Differences between Belgian PT operators about data publishing

by multimob — written on 2024-09-06


It has been almost two years since we started digging into the structure of GTFS files provided by all 4 Belgian PT operators. We observe different practices in the way they publish data.

Time period

NMBS/SNCB creates schedules that are made to last for almost a year. It is a well-established process in the sector that train schedules—that are fairly complicated to elaborate because of international trains—are computed first and shared with regional operators so that they can build their own timetables to create adequate connexions.

TEC will often publish timetables well in advance, that include future route changes. STIB/MIVB and De Lijn seem to stick to a regular publication frequency.

Nevertheless, we should expect every operator to change timetables fairly abruptly, in case of disruptions.

Stops

Location

STIB/MIVB has the highest accuracy for stop location. However, they have been known for deliberately providing misleading stop locations (by a few metres) in order to make them look good on Google Maps.

TEC and De Lijn provide fairly accurate stop location, usually less than 10 metres from the real location, but rarely very accurate. Another article illustrates occasional fantasies with them.

Names

All the operators provide full names of stops.

NMBS/SNCB and STIB/MIVB operate on multilingual territories. The base name is exclusively in French, but translations in other languages is provided in a separate file.

In bilingual territories or in Flanders, TEC uses a compound name mixing the two languages; we rework it before uploading to OSM. De Lijn has some bilingual stop signs outside Flanders too but the data they publish does not provide those translations.

Most operators use the stop name in multiple interfaces, e.g. displaying the next stop inside the vehicle, printing the destination of the bus on the front, printing timetables, mobile apps… and some of those softwares have a fixed limit of the number of characters. For this reason, some names are truncated and are not exactly what is printed on stop signs. For instance, a TEC stop truncates as "Verlaine-sur-Ourthe Ch de la Pyramide" instead of writing the full name as "Verlaine-sur-Ourthe Chaussée de la Pyramide".

The stop name is sometimes written in a strange manner.
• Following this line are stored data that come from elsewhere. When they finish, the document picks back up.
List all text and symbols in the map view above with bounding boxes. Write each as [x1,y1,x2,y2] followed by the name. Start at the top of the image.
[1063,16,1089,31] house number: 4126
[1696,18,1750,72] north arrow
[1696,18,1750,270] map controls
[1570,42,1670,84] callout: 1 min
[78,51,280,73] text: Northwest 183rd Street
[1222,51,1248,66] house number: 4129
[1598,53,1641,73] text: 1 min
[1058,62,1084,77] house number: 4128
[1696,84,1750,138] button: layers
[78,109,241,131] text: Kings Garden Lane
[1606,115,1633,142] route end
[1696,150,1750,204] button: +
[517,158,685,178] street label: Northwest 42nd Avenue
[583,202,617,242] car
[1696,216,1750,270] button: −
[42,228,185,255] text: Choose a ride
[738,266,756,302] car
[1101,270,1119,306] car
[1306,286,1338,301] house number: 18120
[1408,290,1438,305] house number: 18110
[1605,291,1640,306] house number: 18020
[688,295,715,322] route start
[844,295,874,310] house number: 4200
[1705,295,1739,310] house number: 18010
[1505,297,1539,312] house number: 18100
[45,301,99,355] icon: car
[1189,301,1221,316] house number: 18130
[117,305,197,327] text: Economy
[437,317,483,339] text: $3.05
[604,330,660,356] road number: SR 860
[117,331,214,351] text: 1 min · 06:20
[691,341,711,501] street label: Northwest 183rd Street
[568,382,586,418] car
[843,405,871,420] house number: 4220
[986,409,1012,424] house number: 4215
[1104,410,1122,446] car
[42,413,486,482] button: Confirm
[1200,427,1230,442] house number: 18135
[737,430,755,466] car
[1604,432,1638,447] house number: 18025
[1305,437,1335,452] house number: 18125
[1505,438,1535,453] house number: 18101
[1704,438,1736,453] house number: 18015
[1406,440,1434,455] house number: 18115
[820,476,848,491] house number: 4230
TEC capitalises the town name, like this: "VERVIERS Hôtel de Ville". On a few occasions, unexperienced mappers started rewriting all the names on OSM to match that weird spelling convention, resulting in a screaming map. Worse, TEC ignores accented characters on capital letters, e.g. Liège becomes LIEGE on their data feed, or Belœil gets transcoded at BELOEIL, with one extra character. We solved this through the "dictionary" module in mmgtfs, i.e. a list of text strings used to restore the correct names of cities when importing data into OSM.

Both TEC and De Lijn often add an extra part to the stop name, indicating the platform number ("Dendermonde Station perron 4") or some details about the stop ("afstaphalte", "vervanghalte"). The dictionary module is also used to identify those suffixes and store them separately, in order to present a clean version of the name to end users, while ensuring that the full name is still preserved.
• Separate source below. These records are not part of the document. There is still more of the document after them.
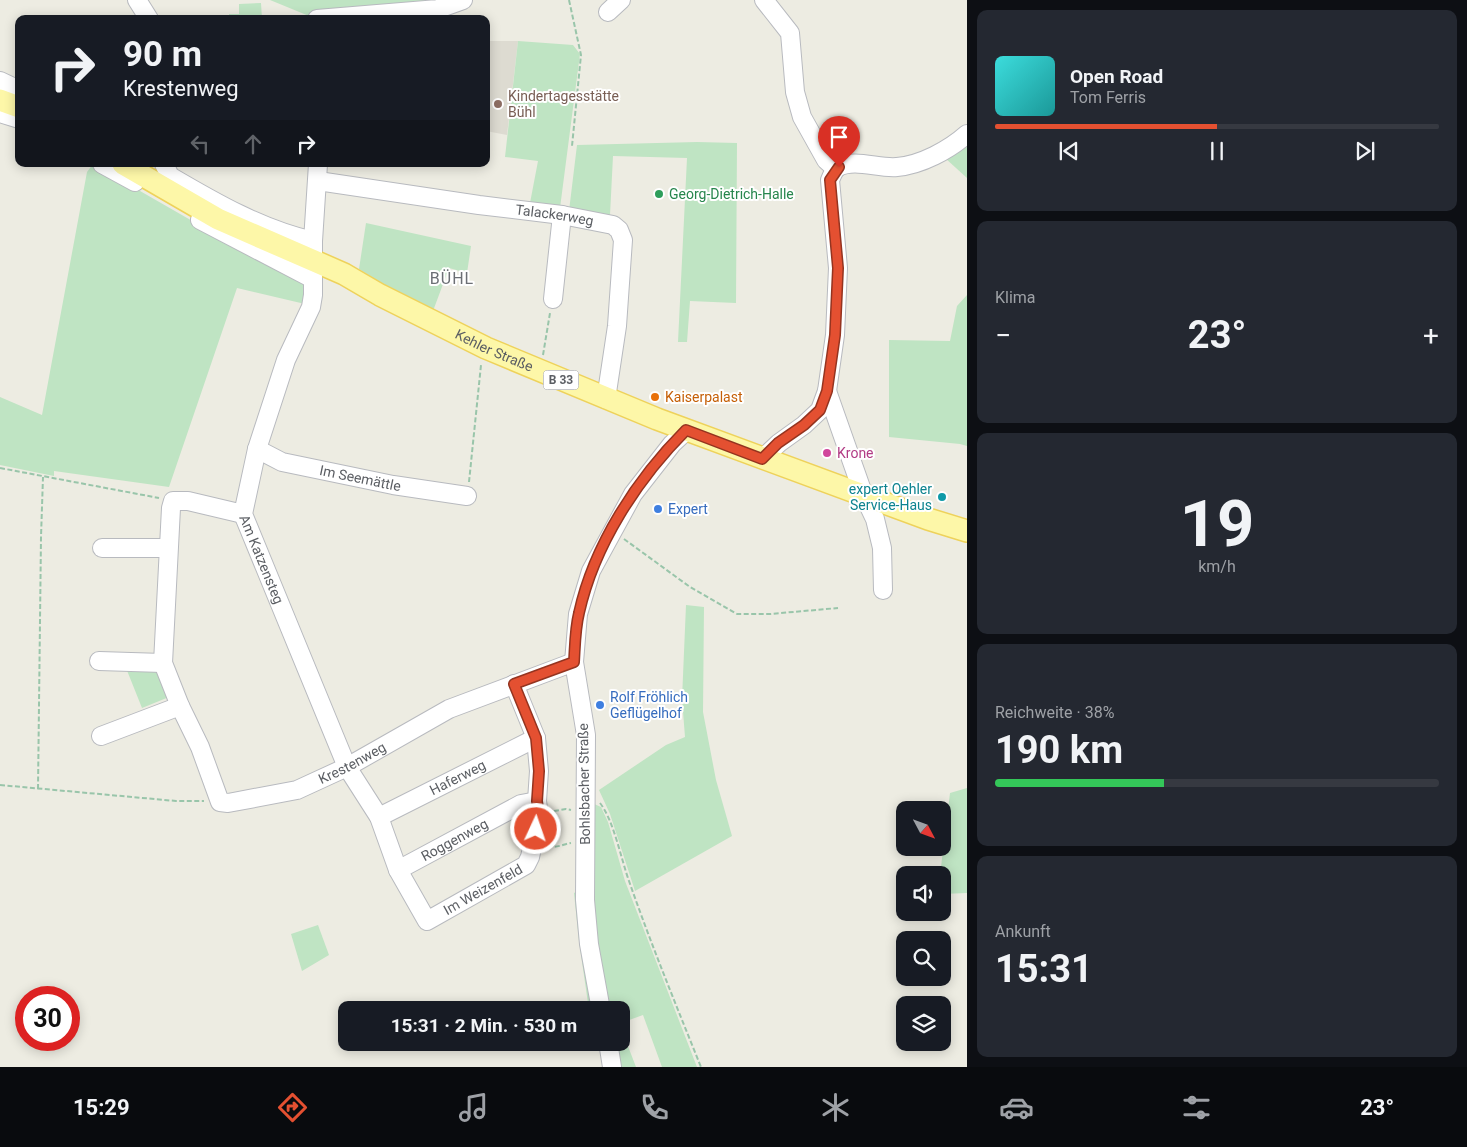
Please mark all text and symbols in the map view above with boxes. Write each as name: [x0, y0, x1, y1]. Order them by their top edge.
text: 90 m: [123, 34, 202, 75]
icon: right: [40, 35, 105, 100]
text: Open Road: [1070, 65, 1163, 88]
text: Krestenweg: [123, 76, 239, 101]
place label: Kindertagesstätte Bühl: [508, 88, 619, 120]
text: Tom Ferris: [1070, 88, 1146, 107]
marker: Kindertagesstätte Bühl: [492, 98, 504, 110]
pin: [818, 116, 860, 167]
icon: arrive: [825, 123, 853, 151]
icon: left: [186, 130, 214, 158]
icon: ahead: [239, 130, 267, 158]
icon: right: [292, 130, 320, 158]
icon: previous: [1055, 137, 1083, 165]
icon: pause: [1203, 137, 1231, 165]
icon: next: [1351, 137, 1379, 165]
place label: Georg-Dietrich-Halle: [669, 186, 794, 202]
marker: Georg-Dietrich-Halle: [653, 188, 665, 200]
street label: Talackerweg: [515, 201, 595, 229]
district label: BÜHL: [430, 269, 474, 288]
text: Klima: [995, 288, 1036, 307]
text: 23°: [1188, 313, 1246, 357]
text: −: [995, 319, 1011, 352]
text: +: [1423, 319, 1439, 352]
street label: Kehler Straße: [453, 326, 536, 375]
road number: B 33: [544, 370, 578, 390]
place label: Kaiserpalast: [665, 389, 743, 405]
marker: Kaiserpalast: [649, 391, 661, 403]
place label: Krone: [837, 445, 874, 461]
marker: Krone: [821, 447, 833, 459]
street label: Im Seemättle: [318, 462, 402, 494]
place label: expert Oehler Service-Haus: [849, 481, 932, 513]
text: 19: [1180, 486, 1254, 562]
marker: expert Oehler Service-Haus: [936, 491, 948, 503]
place label: Expert: [668, 501, 708, 517]
marker: Expert: [652, 503, 664, 515]
street label: Am Katzensteg: [236, 512, 287, 606]
text: km/h: [1198, 557, 1236, 576]
place label: Rolf Fröhlich Geflügelhof: [610, 689, 688, 721]
marker: Rolf Fröhlich Geflügelhof: [594, 699, 606, 711]
text: Reichweite · 38%: [995, 703, 1114, 722]
street label: Bohlsbacher Straße: [575, 723, 593, 845]
text: 190 km: [995, 728, 1123, 772]
street label: Krestenweg: [316, 739, 388, 787]
street label: Haferweg: [427, 757, 488, 798]
north arrow: [896, 801, 951, 856]
map controls: [896, 801, 951, 1051]
position arrow: [509, 802, 561, 854]
street label: Roggenweg: [418, 815, 491, 864]
street label: Im Weizenfeld: [441, 861, 525, 918]
button: sound: [896, 866, 951, 921]
text: Ankunft: [995, 922, 1051, 941]
button: search: [896, 931, 951, 986]
text: 15:31: [995, 947, 1093, 991]
speed limit sign: 30: [15, 986, 80, 1051]
button: layers: [896, 996, 951, 1051]
text: 15:31 · 2 Min. · 530 m: [391, 1014, 577, 1037]
icon: directions: [275, 1090, 310, 1125]
icon: music: [456, 1090, 491, 1125]
icon: phone: [637, 1090, 672, 1125]
icon: climate: [818, 1090, 853, 1125]
icon: car: [999, 1090, 1034, 1125]
icon: filters: [1179, 1090, 1214, 1125]
text: 15:29: [73, 1095, 130, 1120]
text: 23°: [1360, 1095, 1394, 1120]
Finally, NMBS/SNCB adds a country prefix for stations outside Belgium: "Aachen Hbf (DE)", "Paris Nord (FR)".

Uniqueness of stops and active/inactive/temporary stops

By definition, a GTFS feed contains every stop on a separate line, each with a unique stop id.

The problem is: Do those codes match real data? And do we have a 1:1 match with what we can observe?

This is often the difficult part with public transport operators. Some local configurations are particularly complicated: two separate platforms could have one single stop id. On the contrary, TEC often simplifies stations: there are 3 bus platforms along Andenne Station, each with a different bus route, but those are only 2 stop id numbers in GTFS, and it does not match. Braine-l’Alleud Collège AB station has multiple platforms, each with its own dedicated route, though GTFS considers the entire bus station to be one single point. We found many cases like this.

De Lijn introduced Flex bus service in 2023. Flex bus stops are ordinary stops with a normal id number, and some normal stops are served by ordinary bus routes and Flex buses. This is why the best way is to treat "Flex" as a regular bus route, despite there is no itinerary. Also, Flex buses are bound to one small territory: you can call a Flex bus to connect two Flex stops of the same territory but you cannot reach a Flex stop on another territory. They provide no list of Flex stops, the only way is to query De Lijn’s website, the information is usually reliable to get a yes/no value but there is no good system to automate this.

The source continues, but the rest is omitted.